The magazine ETC, the quarterly review of the
International Society of General Semantics, devoted a full
issue to the subject of LSD and other psychedelic drugs.
Editor S.I. Hayakawa made this vital point: "Most
people haven't learned to use the senses they
possess. I not only hear music, I listen to
it. I find the colors of the day such vivid
experiences that I sometimes pound the steering wheel with
excitement. And I say why disorient your beautiful
senses with drugs and poisons before you have half
discovered what they can do for you?"
The
great mystics did not fog up the windows of heaven with
drugs. They did not distort their visions with
poisons. They found their own senses and their
perceptive ad intuitive powers sufficient to experience
the Presence of God.
To
make the most of ourselves we must become aware of the
miracles all around us. We must open our eyes, ears,
minds, hearts, spirits. We must think about great
ideas such as space illimitable, time everlasting, energy
inexhaustible. You have the magic power within
yourself to broaden your horizons, to lift your
consciousness, to live more abundantly.
To
learn to live with ourselves we must often get away by
ourselves so we can find quiet, solitude, and time to
think and meditate.
The
poet Robert Frost stressed the importance of
separateness. He told a group, of which I was a
part, that we must be careful that we do not homogenize
society as we homogenize milk. . . so the cream at the top
disappears. The heart and the lungs work together,
he explained, but they are also separate organs. A
person, he said, should endeavor to achieve separateness
in his or her thinking, even amidst the pressures of the
crowd. And often we may experience a greater feeling
of togetherness with people when we are separate and
alone, rather than with others. We must learn to
live together, but we must not lose the precious gift of
separateness.
The
growth of the self, however, is not accomplished only in
solitude and isolation. Aloneness must be balanced
with contacts with people and the world. There is
need to try out our ideas on others, to sharpen our minds,
to contend with those who disagree with us. We can
learn from our enemies as well as our friends, and often
those who are hardest on us contribute more to our growth
than those who make things easy for us.
I
have always liked these words attributed to Walt
Whitman: "Have you learned lessons only of
those who admired you and were tender with you and stood
aside for you? Have you not learned great lessons
from those who braced themselves against you, and disputed
the passage with you?"
The
self needs the spur of conflict, competition, even defeat,
for out of those come strength and character.
Heed
these words by Epictetus: "So when the crisis
is upon you, remember that God, like a trainer of
wrestlers, has matched you with a tough and stalwart
antagonist--that you may be a winner at the Great
Games."
The
art of living with ourselves also requires that we be
resilient and flexible so we will not break ourselves
against the hardness of life. I learned this
important lesson from a naturalist in Bryce Canyon,
Utah. I asked him about the gallant lone pines on
the mountaintops that survive the full sweep of wind and
storm.
I
was told that the pines are called Limber Pines. To
demonstrate, the naturalist took a branch of a Limber Pine
and tied it into a knot. In a few minutes he untied
the knot and the branch immediately sprang back to its
original position.
It
is not through never bending that the trees survive.
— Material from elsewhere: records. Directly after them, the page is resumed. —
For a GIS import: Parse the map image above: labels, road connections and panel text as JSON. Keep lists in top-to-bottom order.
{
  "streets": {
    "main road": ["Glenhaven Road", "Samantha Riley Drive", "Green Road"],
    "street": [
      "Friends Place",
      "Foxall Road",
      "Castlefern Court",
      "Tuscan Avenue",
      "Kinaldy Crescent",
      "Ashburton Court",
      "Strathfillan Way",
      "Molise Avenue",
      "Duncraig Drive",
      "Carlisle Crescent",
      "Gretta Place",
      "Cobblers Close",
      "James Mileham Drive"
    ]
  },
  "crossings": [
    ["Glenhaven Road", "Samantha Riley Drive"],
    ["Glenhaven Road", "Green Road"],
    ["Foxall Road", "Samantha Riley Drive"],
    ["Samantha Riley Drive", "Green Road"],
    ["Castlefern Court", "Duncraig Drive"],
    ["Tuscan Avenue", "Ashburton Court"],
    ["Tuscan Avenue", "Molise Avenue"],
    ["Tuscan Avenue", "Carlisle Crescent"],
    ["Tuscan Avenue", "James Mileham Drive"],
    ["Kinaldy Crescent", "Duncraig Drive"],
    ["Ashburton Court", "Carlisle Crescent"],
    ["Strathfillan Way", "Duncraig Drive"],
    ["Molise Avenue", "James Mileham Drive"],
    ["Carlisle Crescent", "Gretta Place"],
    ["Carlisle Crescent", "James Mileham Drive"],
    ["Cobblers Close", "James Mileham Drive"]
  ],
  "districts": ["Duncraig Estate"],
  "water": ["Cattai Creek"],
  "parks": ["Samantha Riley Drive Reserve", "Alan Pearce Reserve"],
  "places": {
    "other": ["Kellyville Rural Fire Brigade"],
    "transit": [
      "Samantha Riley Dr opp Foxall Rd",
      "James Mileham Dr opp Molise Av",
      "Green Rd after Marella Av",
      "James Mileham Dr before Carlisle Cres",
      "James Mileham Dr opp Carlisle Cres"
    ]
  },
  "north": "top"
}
It is in never failing to spring erect again after the
gale has passed that victory is achieved.
Resiliency
is also an important factor in the art of living with
ourselves. The winds of life--the conflicts,
pressures, changes--will bend us, but if we have
resiliency of the spirit they cannot break us. To
courageously straighten up again after our heads have been
bowed by defeat, disappointment and suffering is a supreme
test of character.
To
learn to live with ourselves, to make the most of
ourselves, to achieve wholeness of personality, to grow
into more effective human beings--this is the first vital
step in the art of living.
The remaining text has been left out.